How to Build a Local Investment Research Agent

  • Gather Deterministic Financial Data: Start with APIs like yfinance to pull hard numbers on revenue growth, free cash flow, operating margins, return on equity, and debt-to-equity ratios. These metrics form the factual foundation that prevents the AI from hallucinating financial claims.
  • Break Complex Reasoning Into Stages: Instead of asking the model to analyze everything at once, split the problem into smaller tasks. The developer separated financial analysis, news sentiment evaluation, industry outlook assessment, and valuation modeling into distinct reasoning steps, which dramatically improved output quality and reduced errors.
  • Integrate Real-Time News and Context: Use a search API like Tavily to pull recent earnings reports, product launches, competitive threats, and regulatory developments. This enriches the analysis beyond historical fundamentals and captures what's actually happening in the market.
  • Generate Multiple Scenarios Instead of Single Predictions: Rather than producing one price target, the system explores bull, base, and bear cases with different revenue growth assumptions, margin expectations, and valuation multiples. This probabilistic approach acknowledges uncertainty instead of pretending false certainty exists.
  • Validate All Calculations Outside the LLM: Never ask the model to do arithmetic. If the analysis references a specific number, that value must come from an API call or calculation function. The LLM's job is reasoning and synthesis, not math.

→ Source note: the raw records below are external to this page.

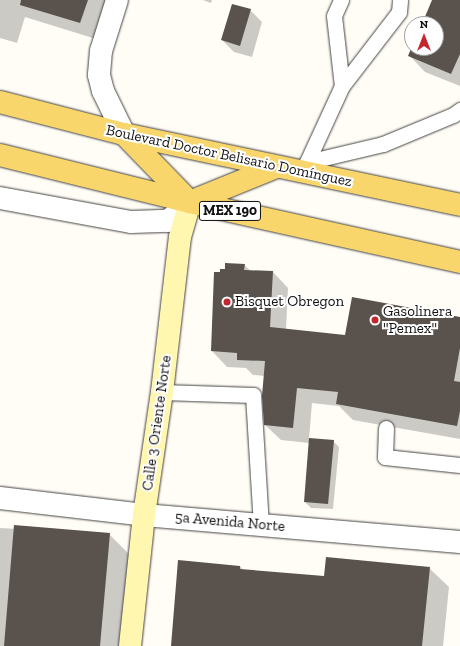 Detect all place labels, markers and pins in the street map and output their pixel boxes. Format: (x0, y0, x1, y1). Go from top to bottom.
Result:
place label: Bisquet Obregon (235, 293, 344, 311)
marker: Bisquet Obregon (222, 297, 232, 307)
place label: Gasolinera "Pemex" (383, 302, 452, 337)
marker: Gasolinera "Pemex" (370, 315, 380, 325) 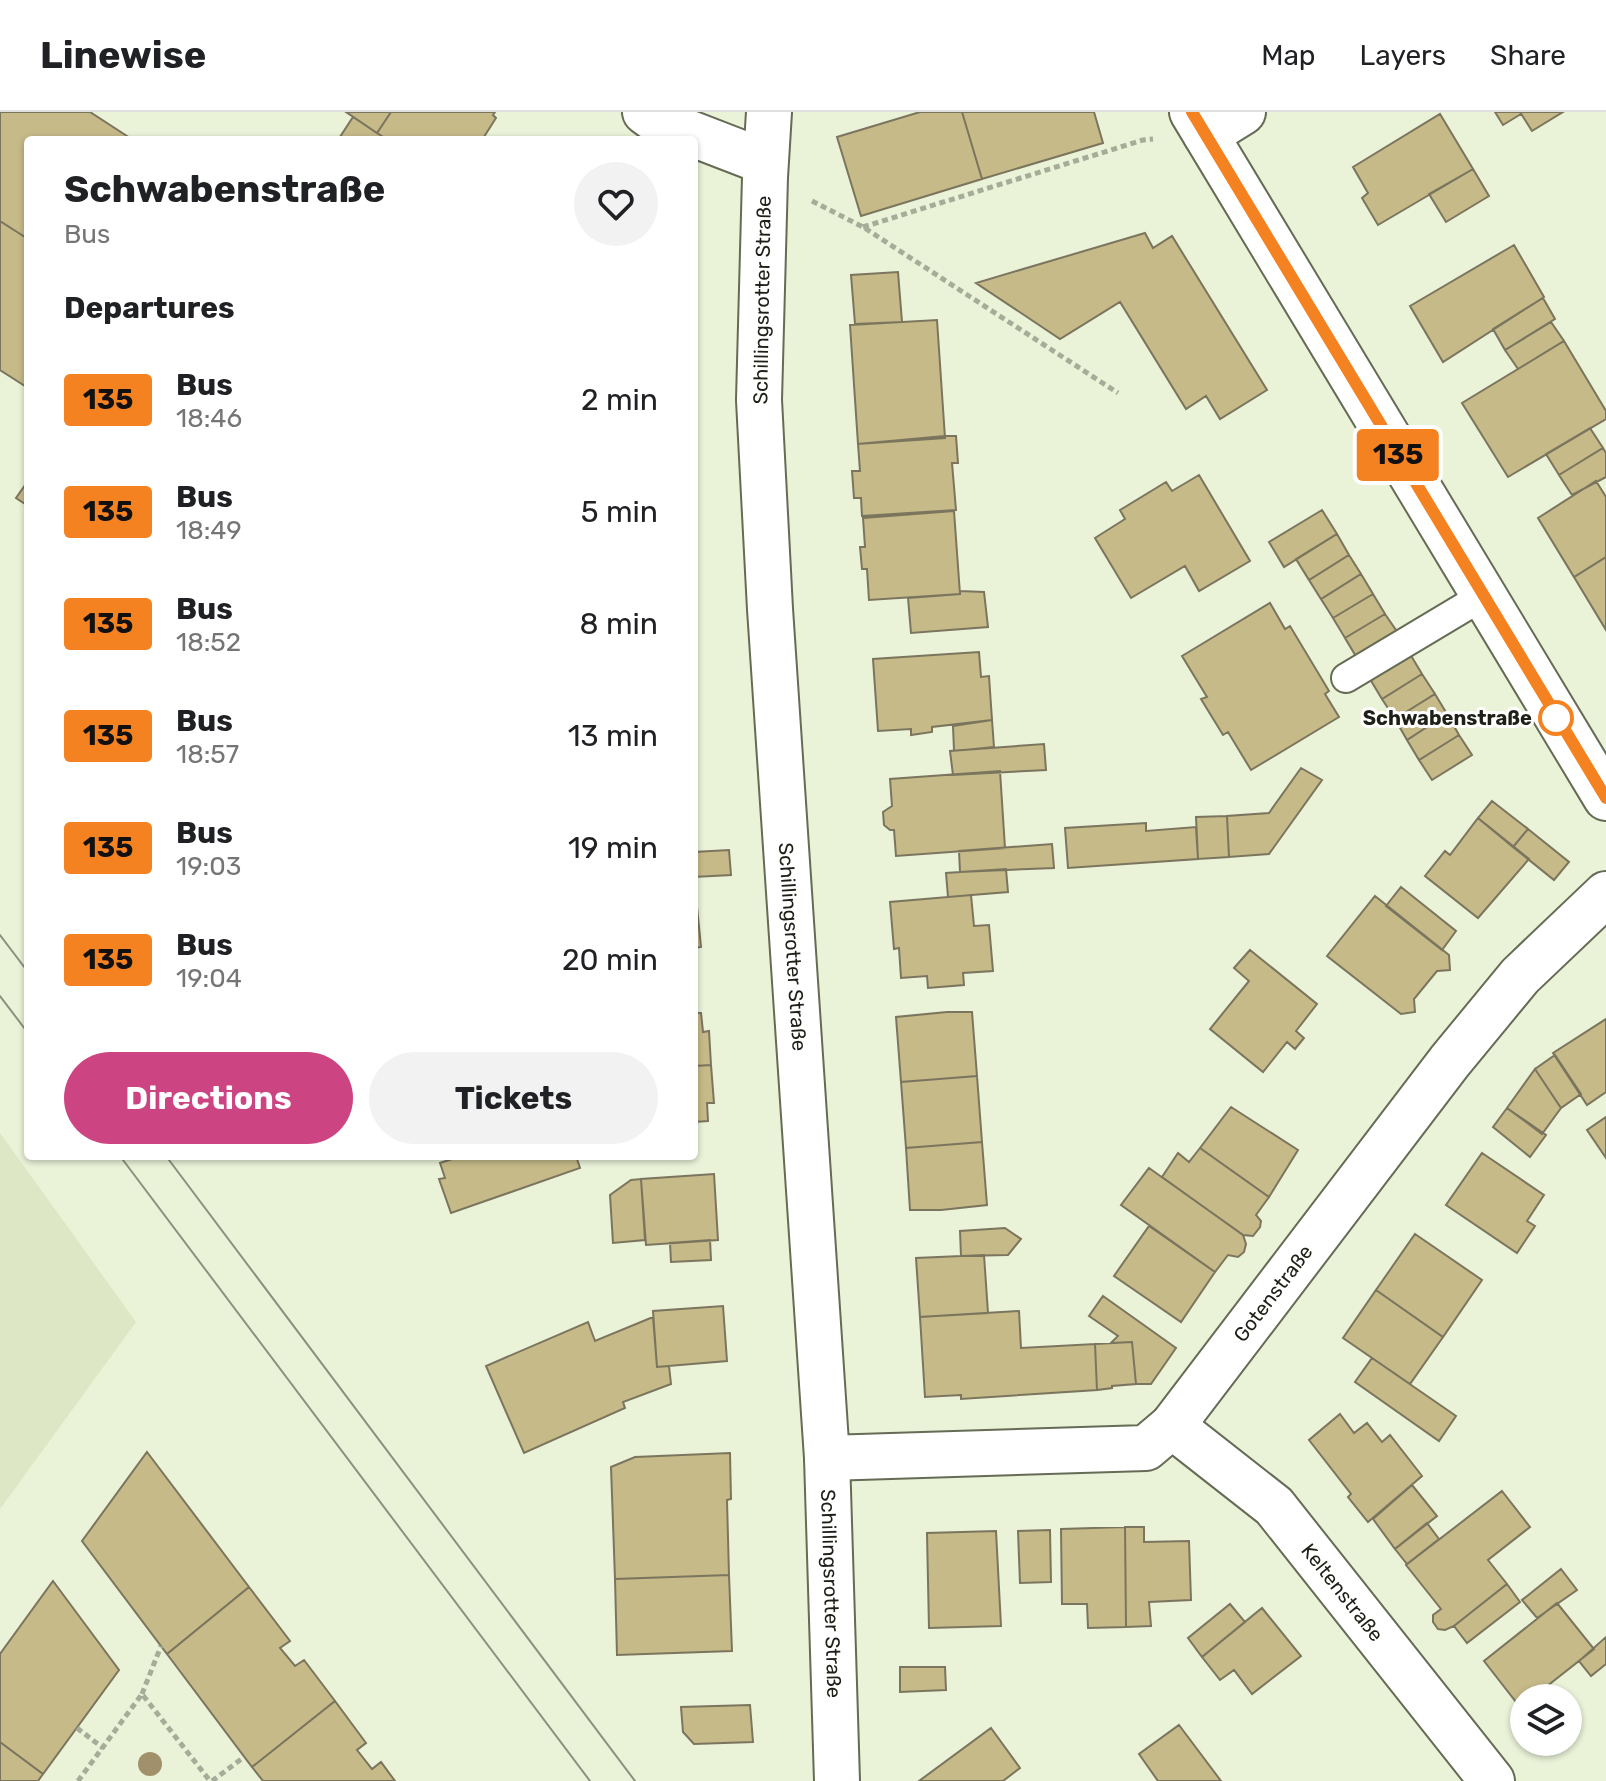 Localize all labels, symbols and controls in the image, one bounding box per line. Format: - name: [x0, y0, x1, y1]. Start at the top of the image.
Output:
- text: Linewise: [40, 32, 206, 78]
- text: Map: [1261, 39, 1316, 72]
- text: Layers: [1360, 39, 1446, 72]
- text: Share: [1490, 39, 1566, 72]
- button: heart: [574, 162, 658, 246]
- text: Schwabenstraße: [64, 166, 385, 212]
- street label: Schillingsrotter Straße: [748, 195, 776, 405]
- text: Bus: [64, 219, 110, 250]
- text: Departures: [64, 290, 235, 326]
- text: Bus: [176, 367, 233, 403]
- text: 2 min: [581, 382, 658, 418]
- text: 135: [83, 383, 133, 416]
- text: 18:46: [176, 403, 242, 434]
- line badge: 135: [1352, 429, 1444, 481]
- text: 135: [1373, 438, 1423, 471]
- text: Bus: [176, 479, 233, 515]
- text: 5 min: [581, 494, 658, 530]
- text: 135: [83, 495, 133, 528]
- text: 18:49: [176, 515, 242, 546]
- text: Bus: [176, 591, 233, 627]
- text: 8 min: [579, 606, 658, 642]
- text: 135: [83, 607, 133, 640]
- text: 18:52: [176, 627, 241, 658]
- marker: Schwabenstraße: [1539, 701, 1573, 735]
- text: Bus: [176, 703, 233, 739]
- place label: Schwabenstraße: [1363, 706, 1532, 730]
- text: 13 min: [568, 718, 658, 754]
- text: 135: [83, 719, 133, 752]
- text: 18:57: [176, 739, 239, 770]
- text: Bus: [176, 815, 233, 851]
- text: 19 min: [568, 830, 658, 866]
- text: 135: [83, 831, 133, 864]
- street label: Schillingsrotter Straße: [774, 842, 812, 1052]
- text: 19:03: [176, 851, 241, 882]
- text: Bus: [176, 927, 233, 963]
- text: 20 min: [562, 942, 658, 978]
- text: 135: [83, 943, 133, 976]
- text: 19:04: [176, 963, 242, 994]
- button: Directions: [64, 1052, 353, 1144]
- button: Tickets: [369, 1052, 658, 1144]
- street label: Gotenstraße: [1228, 1240, 1318, 1347]
- street label: Schillingsrotter Straße: [816, 1489, 846, 1698]
- street label: Keltenstraße: [1296, 1539, 1389, 1646]
- map controls: [1510, 1684, 1582, 1756]
- button: layers: [1510, 1684, 1582, 1756]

The architecture consists of five layers working together. A user query like "Analyze Apple" triggers a LangChain agent that decides which tools to call, what information is still missing, and how to combine retrieved data. The agent pulls financial metrics from yfinance, news sentiment from Tavily, macroeconomic context from FRED (the Federal Reserve's data service), and industry analysis from its own reasoning layer. All of this feeds into the local LLM, which synthesizes everything into a structured investment thesis.

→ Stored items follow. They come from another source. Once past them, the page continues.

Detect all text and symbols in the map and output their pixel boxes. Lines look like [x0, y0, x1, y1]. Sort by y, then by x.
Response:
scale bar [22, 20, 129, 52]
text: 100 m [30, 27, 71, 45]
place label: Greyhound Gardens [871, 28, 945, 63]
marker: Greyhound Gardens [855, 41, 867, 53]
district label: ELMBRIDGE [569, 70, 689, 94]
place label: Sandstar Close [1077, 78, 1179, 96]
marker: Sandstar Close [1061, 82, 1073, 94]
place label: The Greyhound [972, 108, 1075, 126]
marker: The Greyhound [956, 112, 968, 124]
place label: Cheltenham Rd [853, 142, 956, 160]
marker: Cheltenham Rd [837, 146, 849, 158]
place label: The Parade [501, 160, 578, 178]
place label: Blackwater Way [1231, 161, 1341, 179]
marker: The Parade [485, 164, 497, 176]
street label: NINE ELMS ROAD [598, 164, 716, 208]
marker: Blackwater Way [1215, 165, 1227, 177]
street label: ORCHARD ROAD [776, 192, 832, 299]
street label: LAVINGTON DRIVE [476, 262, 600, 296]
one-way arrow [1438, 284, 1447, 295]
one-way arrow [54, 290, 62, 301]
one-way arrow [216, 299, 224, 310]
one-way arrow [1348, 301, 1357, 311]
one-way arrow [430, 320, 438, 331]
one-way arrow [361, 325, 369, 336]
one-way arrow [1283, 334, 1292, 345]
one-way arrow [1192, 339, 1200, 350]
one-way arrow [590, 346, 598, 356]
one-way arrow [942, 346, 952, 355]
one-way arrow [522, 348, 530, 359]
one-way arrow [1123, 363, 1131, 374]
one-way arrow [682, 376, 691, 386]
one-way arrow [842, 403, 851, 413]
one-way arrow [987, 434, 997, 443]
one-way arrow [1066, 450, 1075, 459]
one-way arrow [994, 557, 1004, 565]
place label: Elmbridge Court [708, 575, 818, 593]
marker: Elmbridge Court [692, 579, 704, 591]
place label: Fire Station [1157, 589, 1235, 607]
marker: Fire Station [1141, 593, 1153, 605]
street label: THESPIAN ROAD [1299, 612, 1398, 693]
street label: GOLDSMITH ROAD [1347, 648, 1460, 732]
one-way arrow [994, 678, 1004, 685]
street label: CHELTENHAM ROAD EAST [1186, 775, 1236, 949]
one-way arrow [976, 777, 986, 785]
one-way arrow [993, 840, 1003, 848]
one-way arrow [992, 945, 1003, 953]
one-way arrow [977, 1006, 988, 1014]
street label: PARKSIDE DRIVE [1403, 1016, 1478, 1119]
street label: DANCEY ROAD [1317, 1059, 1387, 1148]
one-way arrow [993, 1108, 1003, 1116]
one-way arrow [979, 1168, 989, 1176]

The most critical insight from this project is how to prevent hallucinations in financial AI. The developer explained that "the LLM's job is reasoning and synthesis, not arithmetic." By anchoring every factual claim to an external data source, the system avoids the common problem where language models confidently state false numbers. If the model references a company's revenue growth, that figure comes from an actual API call, not from the model's training data.

What Does a Real Output Look Like?

When asked to analyze a company like NVIDIA, the system produces a structured report that includes an overall rating, bull case and base case revenue growth projections, key catalysts that could drive the thesis, and primary risks that could derail it. The report shows specific percentages, identifies concrete catalysts like AI infrastructure growth and data center expansion, and acknowledges real risks like export restrictions and AMD competition.

The valuation component uses a discounted cash flow model that runs across all three scenarios, producing a valuation band rather than a misleading single price target. This approach reflects how professional investors actually think about uncertainty. A company might be worth $150 to $250 per share depending on which scenario plays out, and the analysis shows the reasoning behind each range.

The developer's next planned improvements include building a supervisor agent that can combine multiple single-stock analyses into a portfolio-level thesis, and adding retrieval capabilities over primary sources like SEC filings, annual reports, and earnings transcripts. This would let the agent reason directly from company disclosures rather than relying only on APIs and news summaries.

The broader significance is that institutional-quality financial analysis is no longer locked behind expensive subscriptions or proprietary systems. Wall Street has used algorithmic research systems for decades, but today a laptop running open-source models can synthesize financial statements, industry trends, news sentiment, and valuation frameworks into coherent investment theses. The complete project uses LangChain, Ollama, local open-source LLMs, financial APIs, and scenario-based valuation techniques, all running on commodity hardware without sending a single token outside the machine.